Die Klin. übte in den Streitjahren eine Tätigkeit als Pflegehelferin aus. Über eine Ausbildung als Krankenpflegerin bzw. Altenpflegerin verfügt sie nicht, sie hat aber verschiedene Fortbildungen im Bereich der Pflege absolviert.

Die Klin. wurde im Jahr 2000 Mitglied des Vereins B e.V. Dieser Verein ist Mitglied des paritätischen Wohlfahrtsverbandes. Nach der Satzung des Vereins B e.V. hat der Verein den Zweck, hilfe- und pflegeabhängigen, kranken, behinderten und alten Menschen in ihrer häuslichen Umgebung umfassende Betreuung zu ermöglichen.

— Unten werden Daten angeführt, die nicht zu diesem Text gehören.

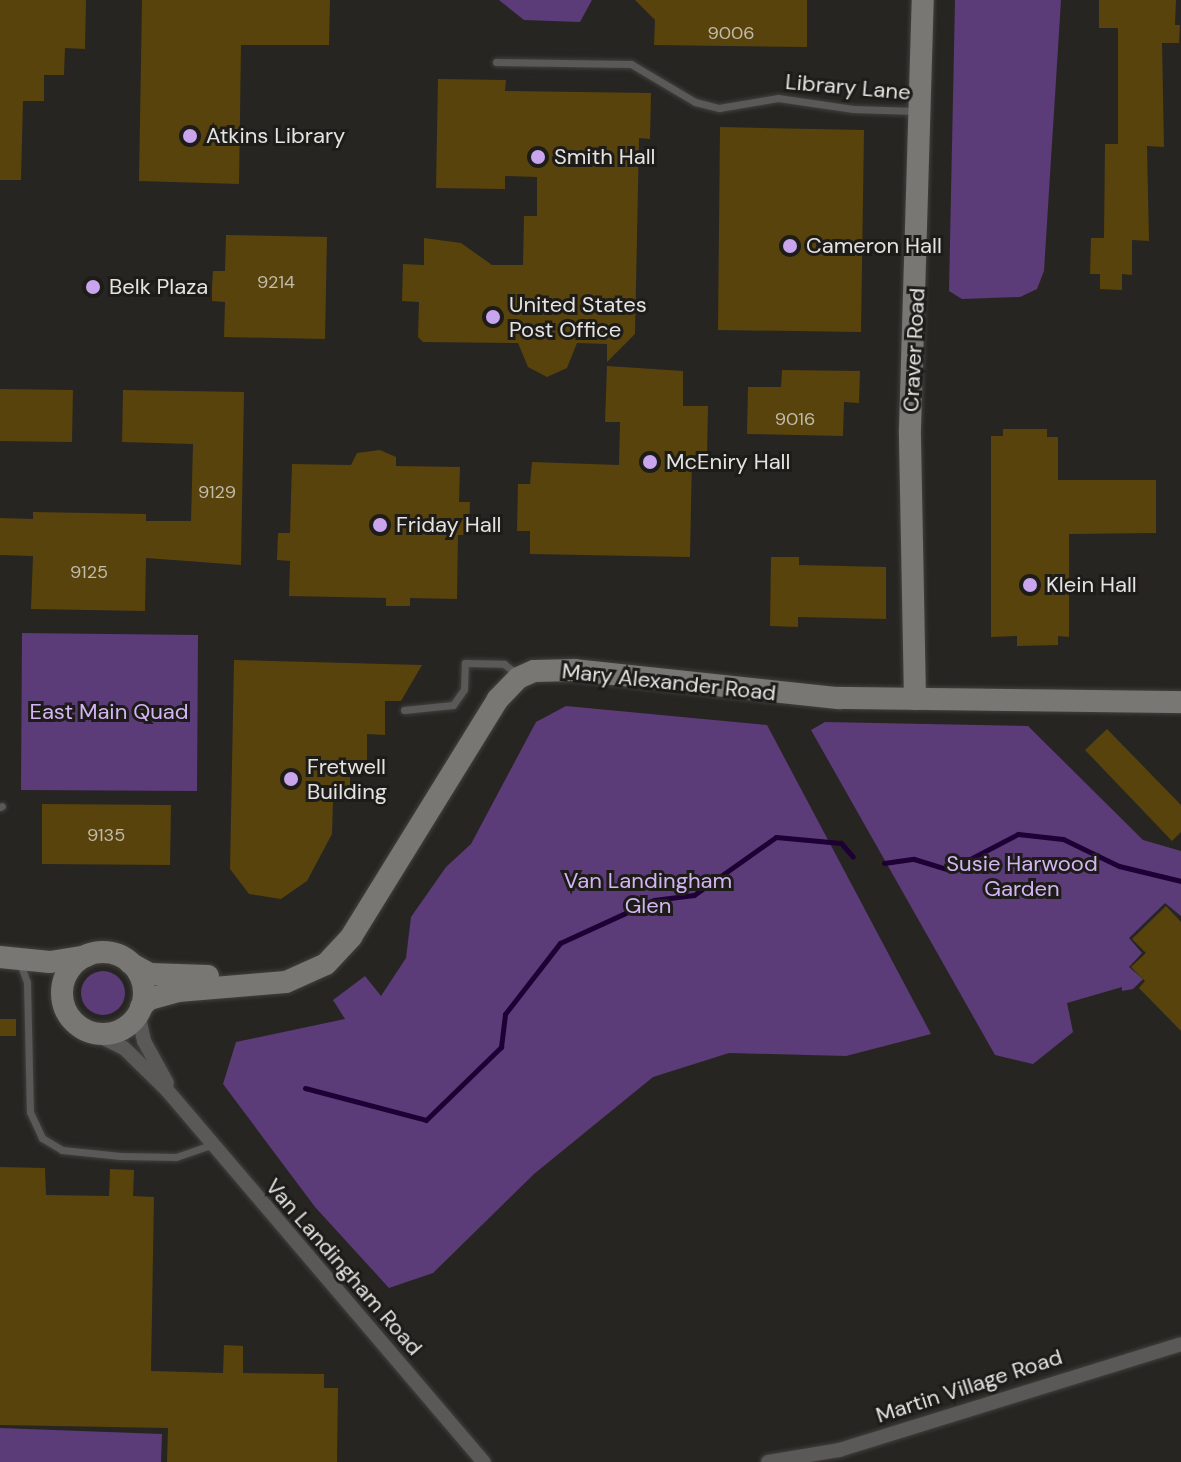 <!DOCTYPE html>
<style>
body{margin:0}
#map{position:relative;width:1181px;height:1462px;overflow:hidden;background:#272522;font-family:"DM Sans",sans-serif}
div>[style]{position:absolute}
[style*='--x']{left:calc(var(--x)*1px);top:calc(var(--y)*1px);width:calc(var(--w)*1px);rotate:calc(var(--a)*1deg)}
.green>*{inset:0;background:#5c3b79}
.round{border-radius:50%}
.stream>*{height:5px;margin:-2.5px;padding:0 2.5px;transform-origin:2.5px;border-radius:2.5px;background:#1e0034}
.building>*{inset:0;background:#58430c}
.roads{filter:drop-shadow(0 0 2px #41403d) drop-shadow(0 0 2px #41403d)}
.lane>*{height:7px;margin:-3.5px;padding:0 3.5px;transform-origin:3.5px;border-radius:3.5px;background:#5a5958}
.street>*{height:14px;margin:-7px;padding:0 7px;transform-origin:7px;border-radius:7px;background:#5a5958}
.secondary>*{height:22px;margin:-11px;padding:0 11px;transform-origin:11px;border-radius:11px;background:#787774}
.secondary>.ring{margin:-11px;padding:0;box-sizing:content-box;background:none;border:22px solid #787774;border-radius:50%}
.dots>*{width:22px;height:22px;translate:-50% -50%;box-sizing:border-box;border:4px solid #1d1c18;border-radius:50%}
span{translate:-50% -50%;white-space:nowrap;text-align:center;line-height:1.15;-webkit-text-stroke:6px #1d1c18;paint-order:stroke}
.number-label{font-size:18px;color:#c1bbac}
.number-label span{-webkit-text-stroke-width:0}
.street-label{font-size:22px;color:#e4e3e1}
.poi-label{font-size:22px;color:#e4e3e1}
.left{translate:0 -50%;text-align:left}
.park-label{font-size:22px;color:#d3b5f4}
</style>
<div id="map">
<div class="green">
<div style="clip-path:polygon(499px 0,592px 0,580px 22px,524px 20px)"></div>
<div style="clip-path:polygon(955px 0,1061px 0,1044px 271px,1037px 289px,1020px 297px,962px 299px,949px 291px)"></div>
<div style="clip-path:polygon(22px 633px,198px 635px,197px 791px,21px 790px)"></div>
<div style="clip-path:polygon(566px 706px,767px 725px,931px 1034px,846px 1056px,729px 1053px,653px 1077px,534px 1174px,433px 1273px,389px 1288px,315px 1207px,223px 1084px,236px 1042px,345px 1019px,333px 1000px,365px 976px,381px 996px,406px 958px,411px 917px,446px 867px,471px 844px,536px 722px)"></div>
<div style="clip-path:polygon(825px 722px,1028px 726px,1143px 840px,1181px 851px,1181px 916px,1165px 903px,1129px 938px,1142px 953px,1129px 967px,1143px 979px,1133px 989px,1122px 991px,1122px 987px,1067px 1003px,1073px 1032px,1033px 1064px,995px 1055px,811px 730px)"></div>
<div class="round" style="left:81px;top:971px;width:44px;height:44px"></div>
<div style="clip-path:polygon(0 1428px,162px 1434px,161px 1462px,0 1462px)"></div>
</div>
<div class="stream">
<div style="--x:884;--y:863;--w:30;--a:-8"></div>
<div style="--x:914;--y:859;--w:37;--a:17"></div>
<div style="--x:949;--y:870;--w:78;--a:-27.6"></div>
<div style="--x:1018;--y:834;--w:45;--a:6.3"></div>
<div style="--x:1063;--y:839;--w:62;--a:25.7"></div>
<div style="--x:1119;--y:866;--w:64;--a:13.6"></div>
<div style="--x:305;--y:1088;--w:125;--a:14.8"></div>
<div style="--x:426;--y:1120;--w:105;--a:-44.2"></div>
<div style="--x:501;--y:1047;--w:33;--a:-83"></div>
<div style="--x:505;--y:1014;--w:90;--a:-52.2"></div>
<div style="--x:560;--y:943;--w:103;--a:-24.6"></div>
<div style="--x:654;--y:900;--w:40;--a:-7.1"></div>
<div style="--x:694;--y:895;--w:100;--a:-35.3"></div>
<div style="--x:776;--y:837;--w:65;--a:5.3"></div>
<div style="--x:841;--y:843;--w:18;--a:49"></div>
</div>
<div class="building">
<div style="clip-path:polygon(0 0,86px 0,85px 49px,65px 48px,64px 75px,44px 75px,44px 101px,23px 101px,21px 180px,0 180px)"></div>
<div style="clip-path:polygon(142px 0,330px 0,329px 45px,241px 45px,239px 184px,139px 181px)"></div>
<div style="clip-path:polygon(635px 0,807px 0,807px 47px,654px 45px,655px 20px)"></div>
<div style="clip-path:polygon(1099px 0,1176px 0,1175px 25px,1180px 25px,1179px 43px,1162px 43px,1164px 147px,1147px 146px,1149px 241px,1132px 240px,1132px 275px,1122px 274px,1122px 290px,1100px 289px,1100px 274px,1090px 274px,1091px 238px,1104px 238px,1105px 144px,1118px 144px,1118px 28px,1099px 28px)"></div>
<div style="clip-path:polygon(438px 79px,506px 80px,505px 91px,651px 93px,650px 139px,639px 138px,635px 334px,607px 362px,607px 344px,577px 343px,567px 368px,547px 377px,528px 367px,518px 343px,423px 342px,418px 337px,419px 302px,402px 301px,403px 264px,424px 265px,424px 238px,461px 243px,492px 265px,523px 265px,524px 216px,537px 216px,537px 177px,505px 176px,505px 189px,436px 188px)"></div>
<div style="clip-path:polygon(720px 127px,864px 130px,861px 332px,718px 330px)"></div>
<div style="clip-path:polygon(226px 235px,327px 237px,325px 339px,224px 337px,225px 302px,212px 301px,212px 287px,213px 271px,225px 271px)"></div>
<div style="clip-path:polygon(607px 366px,683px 371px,683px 406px,708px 406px,707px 456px,692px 455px,690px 557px,530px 554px,530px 531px,517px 531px,518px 484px,530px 484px,532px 462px,619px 465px,620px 422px,605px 422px)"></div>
<div style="clip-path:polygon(782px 370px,860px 371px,859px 403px,844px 402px,843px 436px,747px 434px,748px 387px,781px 387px)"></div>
<div style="clip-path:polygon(0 389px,73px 390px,72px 442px,0 441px)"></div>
<div style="clip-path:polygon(123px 390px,244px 392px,241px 565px,146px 558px,145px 611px,31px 609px,33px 556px,0 555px,0 518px,33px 519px,33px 512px,146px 514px,146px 521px,191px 521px,193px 444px,122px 442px)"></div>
<div style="clip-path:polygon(1003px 429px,1047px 429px,1047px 437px,1058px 437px,1058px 480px,1156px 480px,1156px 533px,1069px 534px,1069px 637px,1058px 636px,1058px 645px,1017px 646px,1017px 636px,991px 637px,991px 436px,1003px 436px)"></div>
<div style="clip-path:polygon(380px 450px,396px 457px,396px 466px,460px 467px,459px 502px,470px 502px,469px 535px,458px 535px,457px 599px,410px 598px,410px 606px,386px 606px,386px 598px,289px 596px,290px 561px,277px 560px,278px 533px,290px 533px,292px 464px,351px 465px,357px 453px)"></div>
<div style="clip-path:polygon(771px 557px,799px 557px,799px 565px,886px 567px,886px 619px,798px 617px,798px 627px,770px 626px)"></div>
<div style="clip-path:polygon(234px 660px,422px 665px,401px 701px,385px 701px,385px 735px,367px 734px,367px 768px,350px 768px,350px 801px,333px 801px,332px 834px,307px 881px,281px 899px,249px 894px,230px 869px)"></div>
<div style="clip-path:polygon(1107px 729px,1181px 805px,1181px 832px,1172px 841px,1085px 750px)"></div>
<div style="clip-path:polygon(42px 804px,171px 805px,170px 865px,42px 864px)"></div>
<div style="clip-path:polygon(1166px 906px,1181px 922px,1181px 1031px,1139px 988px,1145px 981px,1131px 967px,1146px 953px,1132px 939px)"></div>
<div style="clip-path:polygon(0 1019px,16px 1019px,16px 1036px,0 1036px)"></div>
<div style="clip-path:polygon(0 1167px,45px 1168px,46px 1195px,109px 1196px,110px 1169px,134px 1170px,133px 1196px,154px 1197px,151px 1371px,223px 1373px,224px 1345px,243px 1346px,243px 1373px,324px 1374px,324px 1388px,338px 1388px,337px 1462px,167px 1462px,168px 1428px,0 1425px)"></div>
</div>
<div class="roads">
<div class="lane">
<div style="--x:496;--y:62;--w:135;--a:0.8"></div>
<div style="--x:631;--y:64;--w:74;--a:30.7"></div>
<div style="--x:695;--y:102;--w:25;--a:14"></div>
<div style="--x:719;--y:108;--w:60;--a:-9.6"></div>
<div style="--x:778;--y:98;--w:76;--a:8.3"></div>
<div style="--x:853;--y:109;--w:63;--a:1.8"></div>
<div style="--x:404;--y:710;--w:49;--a:-5.8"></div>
<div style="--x:453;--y:705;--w:19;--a:-55"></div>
<div style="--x:464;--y:689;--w:26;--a:-88"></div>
<div style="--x:465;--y:663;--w:39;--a:1"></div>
<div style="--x:504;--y:664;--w:18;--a:38"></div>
<div style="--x:0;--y:807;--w:2;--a:-27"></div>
<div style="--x:20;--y:963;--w:20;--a:70"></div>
<div style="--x:27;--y:982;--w:130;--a:88.7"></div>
<div style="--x:30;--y:1112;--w:29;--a:65"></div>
<div style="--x:42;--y:1138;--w:23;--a:31"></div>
<div style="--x:62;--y:1150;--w:59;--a:5.8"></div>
<div style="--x:121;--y:1156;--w:55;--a:1"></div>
<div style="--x:176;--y:1157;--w:36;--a:-19"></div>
</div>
<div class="street">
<div style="--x:138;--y:1013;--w:29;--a:78"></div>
<div style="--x:144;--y:1041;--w:48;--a:61.3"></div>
<div style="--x:93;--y:1033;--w:34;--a:26"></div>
<div style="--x:124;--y:1048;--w:60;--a:44.3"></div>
<div style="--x:167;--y:1090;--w:489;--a:49.6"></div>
<div style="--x:768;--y:1462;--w:72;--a:-9.6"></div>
<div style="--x:839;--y:1450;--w:358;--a:-17.2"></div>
</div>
<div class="secondary">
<div style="--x:915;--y:699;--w:270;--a:-91.1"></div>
<div style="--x:910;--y:429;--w:429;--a:-88.3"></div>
<div class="ring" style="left:62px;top:952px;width:60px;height:60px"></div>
<div style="--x:0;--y:957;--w:50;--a:5.7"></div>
<div style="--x:50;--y:962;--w:36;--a:-9"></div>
<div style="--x:130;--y:963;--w:23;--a:29"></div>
<div style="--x:150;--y:974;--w:58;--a:2"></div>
<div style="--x:141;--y:1007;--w:11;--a:-45"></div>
<div style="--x:149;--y:999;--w:30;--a:-15"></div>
<div style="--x:178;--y:991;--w:108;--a:-4.8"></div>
<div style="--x:286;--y:982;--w:44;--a:-24.2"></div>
<div style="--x:326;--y:964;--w:37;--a:-47"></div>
<div style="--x:351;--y:937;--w:280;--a:-58.3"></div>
<div style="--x:498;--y:699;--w:29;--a:-46"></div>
<div style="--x:518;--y:678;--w:17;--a:-24"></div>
<div style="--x:534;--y:671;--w:41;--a:-1.4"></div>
<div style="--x:575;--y:670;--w:265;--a:6.1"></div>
<div style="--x:839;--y:698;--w:342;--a:0.7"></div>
</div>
</div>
<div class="dots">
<div style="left:190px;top:136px;background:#c9a5ee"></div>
<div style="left:538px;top:157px;background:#c9a5ee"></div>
<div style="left:790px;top:246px;background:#c9a5ee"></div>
<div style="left:93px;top:287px;background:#c9a5ee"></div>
<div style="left:493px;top:317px;background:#c9a5ee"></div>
<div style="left:650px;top:462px;background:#c9a5ee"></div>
<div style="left:380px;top:525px;background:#c9a5ee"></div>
<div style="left:1030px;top:585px;background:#c9a5ee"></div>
<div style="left:291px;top:779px;background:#c9a5ee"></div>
</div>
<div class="number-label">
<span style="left:731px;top:33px">9006</span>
<span style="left:276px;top:282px">9214</span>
<span style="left:795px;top:419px">9016</span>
<span style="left:217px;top:492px">9129</span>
<span style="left:89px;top:572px">9125</span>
<span style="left:106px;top:835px">9135</span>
</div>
<div class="street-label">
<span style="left:848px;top:87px;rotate:5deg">Library Lane</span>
<span style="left:914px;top:350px;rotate:-87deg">Craver Road</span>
<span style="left:669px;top:682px;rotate:6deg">Mary Alexander Road</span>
<span style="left:344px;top:1267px;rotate:49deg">Van Landingham Road</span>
<span style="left:969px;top:1386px;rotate:-18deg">Martin Village Road</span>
</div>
<div class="poi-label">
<span class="left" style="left:206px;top:136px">Atkins Library</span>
<span class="left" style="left:554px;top:157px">Smith Hall</span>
<span class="left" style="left:806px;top:246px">Cameron Hall</span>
<span class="left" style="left:109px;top:287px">Belk Plaza</span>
<span class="left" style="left:509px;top:317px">United States<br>Post Office</span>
<span class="left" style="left:666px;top:462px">McEniry Hall</span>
<span class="left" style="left:396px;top:525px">Friday Hall</span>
<span class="left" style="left:1046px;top:585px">Klein Hall</span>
<span class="left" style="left:307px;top:779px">Fretwell<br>Building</span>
</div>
<div class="park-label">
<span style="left:109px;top:712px">East Main Quad</span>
<span style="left:1022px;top:876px">Susie Harwood<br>Garden</span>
<span style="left:648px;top:893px">Van Landingham<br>Glen</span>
</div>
</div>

Die Mitglieder des Vereins bzw. der Verein werden nach dem sog. „… Modell” tätig. Der Verein schließt die Verträge/Vereinbarungen mit den zu pflegenden Personen bzw. den Kostenträgern (Pflegekassen bzw. regionale und überregionale Sozialämter). Die jeweilige Pflegekraft – wie auch die Klin. – schließt mit dem Verein eine Qualitätsvereinbarung ab, wodurch sie zu einem aktiven Mitglied des Vereins wird. Die Mitglieder verpflichten sich in der Qualitätsvereinbarung u.a,. an einem Einführungsseminar und an regelmäßigen Teambesprechungen teilzunehmen, sowie Fortbildungsseminare zu besuchen.

Die aktiven Mitglieder sind in verschiedenen Teams als Untergliederungen des Vereins organisiert, denen die Pflegekräfte die von ihnen geleisteten Stunden in Rechnung stellen. Die Klin. war in den Streitjahren für das Team I und das Team II tätig. Im Jahr 2007 war sie zudem in einem Team des K e.V. tätig. Das letztgenannte Team bestand aus Mitgliedern des Vereins B e.V. und des K e.V., welches beabsichtigte, auch das sog. „… Modell” zu übernehmen.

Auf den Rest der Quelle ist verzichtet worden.